Но вернёмся к символистской критике. Она в своей совокупности сформировала весь комплекс проблем, которыми стало заниматься русское литературоведение, которое как дисциплина возникло либо чуть-чуть позже, чем эта критика, либо уже через несколько лет после её расцвета. Более того, даже академическая история литературы не избежала той «смены вех», которую произвела писательская литературоведческая и экзистенциальная критика начала XX века.
Приведу один пример такой «смены вех». Народническое литературоведение школы Пыпина, относясь к литературному процессу начала XX века, видело в нём как нечто важное и принципиальное смену социальных «площадок» литературы — после дворянской и разночинской литературы XIX века появляются настоящие писатели «из народа», такие как Максим Горький, а вслед за ним А. Серафимович, поэт А. Скиталец и т. п.

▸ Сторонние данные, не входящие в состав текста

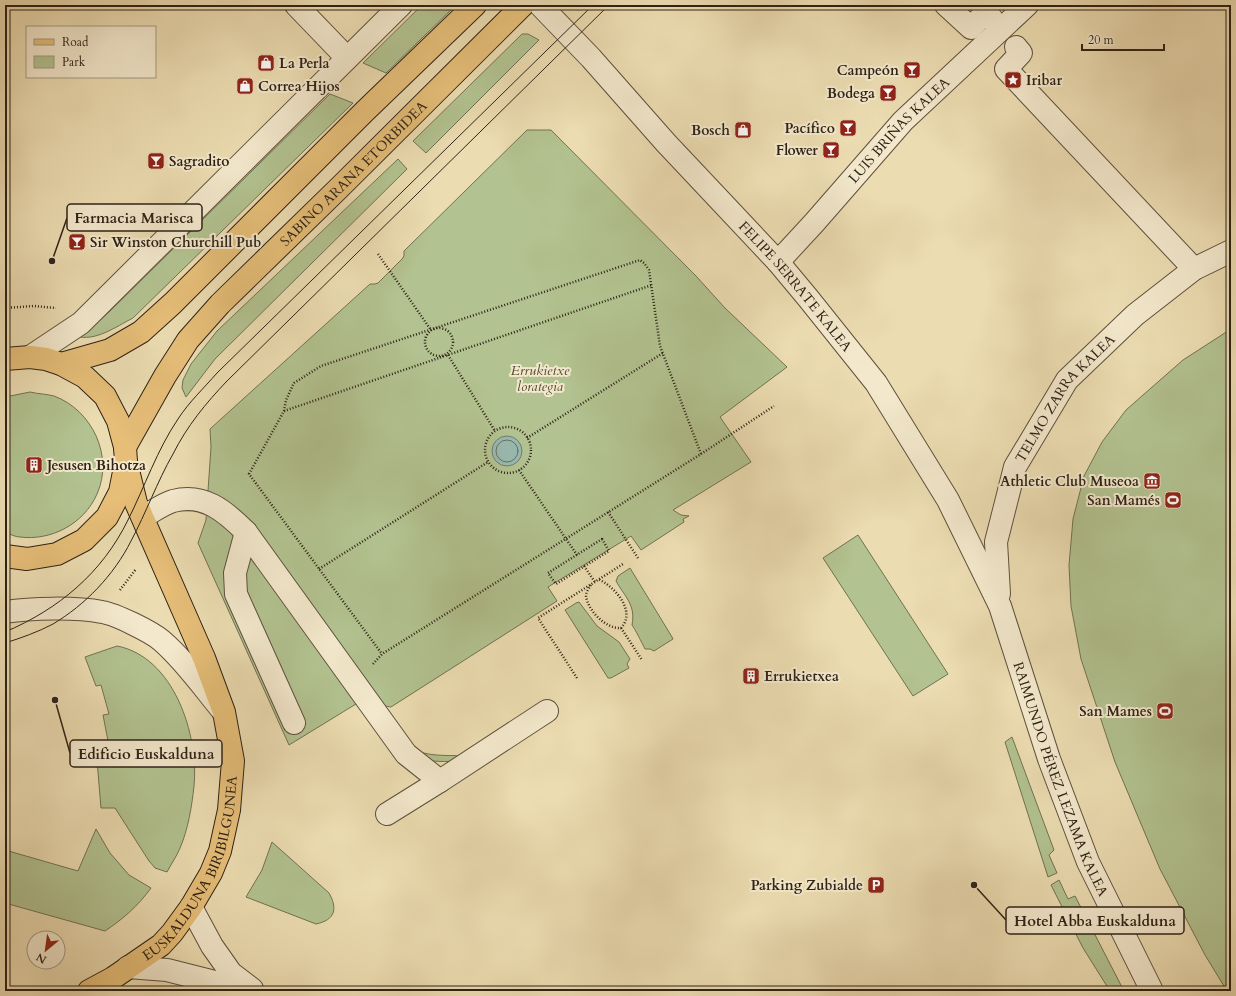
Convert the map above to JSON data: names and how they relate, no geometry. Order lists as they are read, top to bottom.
{
  "streets": {
    "main road": ["SABINO ARANA ETORBIDEA", "EUSKALDUNA BIRIBILGUNEA"],
    "street": [
      "LUIS BRIÑAS KALEA",
      "FELIPE SERRATE KALEA",
      "TELMO ZARRA KALEA",
      "RAIMUNDO PÉREZ LEZAMA KALEA"
    ]
  },
  "crossings": [
    ["LUIS BRIÑAS KALEA", "FELIPE SERRATE KALEA"],
    ["SABINO ARANA ETORBIDEA", "EUSKALDUNA BIRIBILGUNEA"],
    ["FELIPE SERRATE KALEA", "TELMO ZARRA KALEA"],
    ["FELIPE SERRATE KALEA", "RAIMUNDO PÉREZ LEZAMA KALEA"],
    ["TELMO ZARRA KALEA", "RAIMUNDO PÉREZ LEZAMA KALEA"]
  ],
  "parks": ["Errukietxe lorategia"],
  "places": {
    "shop": ["La Perla", "Correa Hijos", "Bosch"],
    "bar": [
      "Campeón",
      "Bodega",
      "Pacífico",
      "Flower",
      "Sagradito",
      "Sir Winston Churchill Pub"
    ],
    "place": ["Iribar"],
    "other": ["Farmacia Marisca", "Edificio Euskalduna", "Hotel Abba Euskalduna"],
    "building": ["Jesusen Bihotza", "Errukietxea"],
    "museum": ["Athletic Club Museoa"],
    "sports": ["San Mamés", "San Mames"],
    "parking": ["Parking Zubialde"]
  },
  "legend": ["Road", "Park"],
  "scale_bar": "20 m",
  "north": "bottom left"
}
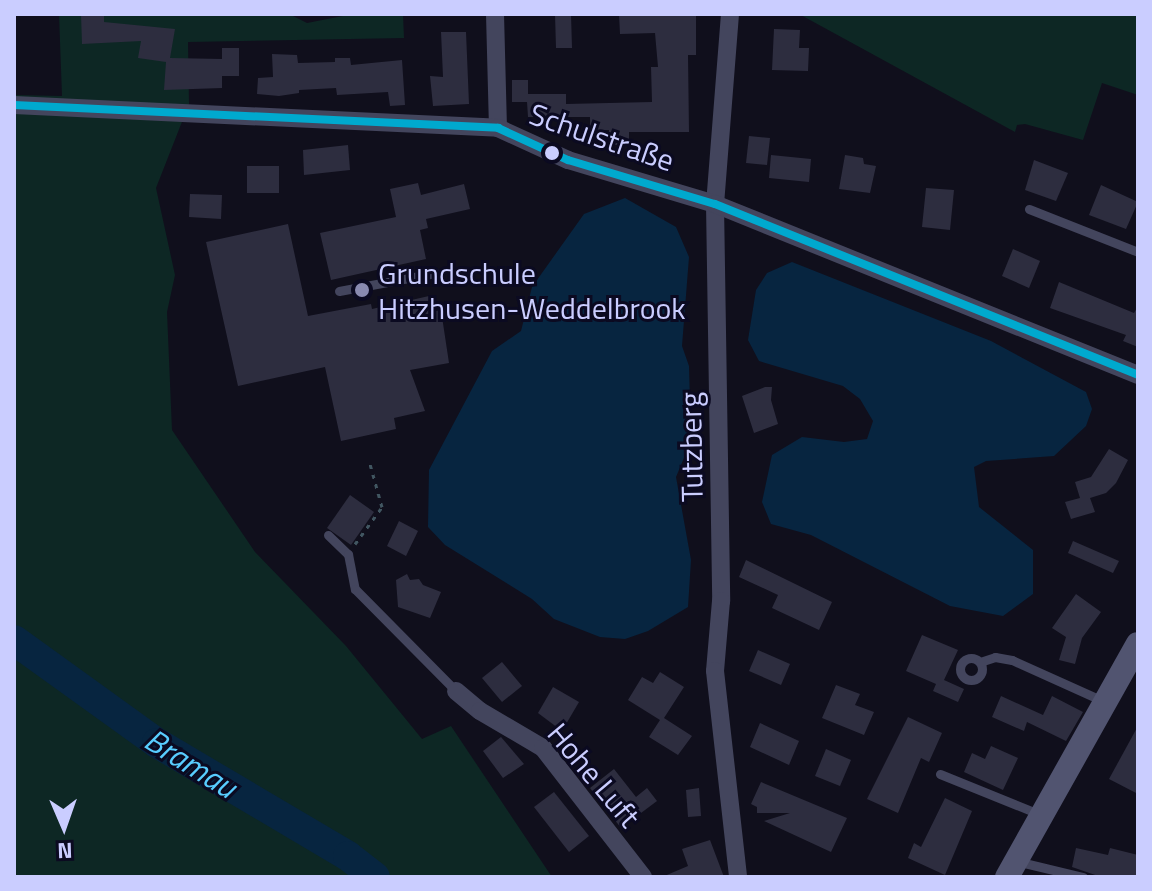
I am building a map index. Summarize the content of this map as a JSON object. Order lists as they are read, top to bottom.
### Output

Следуя этой линии, марксистские критики послереволюционной поры (П. С. Коган, В. М. Фриче), при всей их нелюбви к народничеству, продолжают выделять в литературном процессе таких «классовых самородков», вроде того же А. Серафимовича, Ф. Гладкова и др. Далее, однако, стрелка литературного компаса сдвигается в сторону каких-то более внутрипоэтических ценностей, и это при всей важности принципа идейности. Эти внутрипоэтические ценности являлись тем скрытым драгоценным ядром, которое пытались найти в литературе, в поэзии творцы, принадлежавшие к символистскому направлению.

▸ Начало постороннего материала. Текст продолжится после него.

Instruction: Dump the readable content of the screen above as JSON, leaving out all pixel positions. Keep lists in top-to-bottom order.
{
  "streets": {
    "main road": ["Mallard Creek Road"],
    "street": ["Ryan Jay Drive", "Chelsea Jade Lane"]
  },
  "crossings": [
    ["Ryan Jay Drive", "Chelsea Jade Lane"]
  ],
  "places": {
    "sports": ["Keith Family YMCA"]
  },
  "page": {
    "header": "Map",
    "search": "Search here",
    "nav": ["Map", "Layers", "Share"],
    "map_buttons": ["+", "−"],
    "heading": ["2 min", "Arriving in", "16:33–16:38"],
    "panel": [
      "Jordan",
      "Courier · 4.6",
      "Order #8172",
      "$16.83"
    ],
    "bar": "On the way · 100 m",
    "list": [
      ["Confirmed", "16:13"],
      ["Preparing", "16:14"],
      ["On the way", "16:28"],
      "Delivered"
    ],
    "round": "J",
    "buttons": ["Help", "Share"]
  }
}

В сущности, однако, всё усилие символистской критики было направлено но то, чтобы найти подлинную, скрытую духовную пружину развития русского духовного мира — развития, то есть, как и критики народнического толка, они пытались через созерцание внутрипоэтических ценностей понять, куда же движется русская история, в чём её смысл. Русская литература начала восприниматься уже не как зеркало социально-экономических процессов, а как двигатель духовной эволюции. Эта эволюция могла писателями одного направления восприниматься как параллельная процессу социально-экономического развития, а другими — как подлинное настоящее глубинное развитие, независимое от поверхностного социального процесса или даже противопоставленное ему. К писателям-критикам, склонявшимся к социальной трактовке духовного (и духовной — социального!), можно причислить Александра Блока и Василия Розанова, а к тем, кто предпочитал видеть в духовном аспекте литературы — доминанту и автономное начало, — уже упомянутого здесь Дмитрия Мережковского, Андрея Белого, Фёдора Сологуба, Вячеслава Иванова и, конечно, Иннокентия Анненского. К этой же линии примкнёт поэт Николай Гумилёв.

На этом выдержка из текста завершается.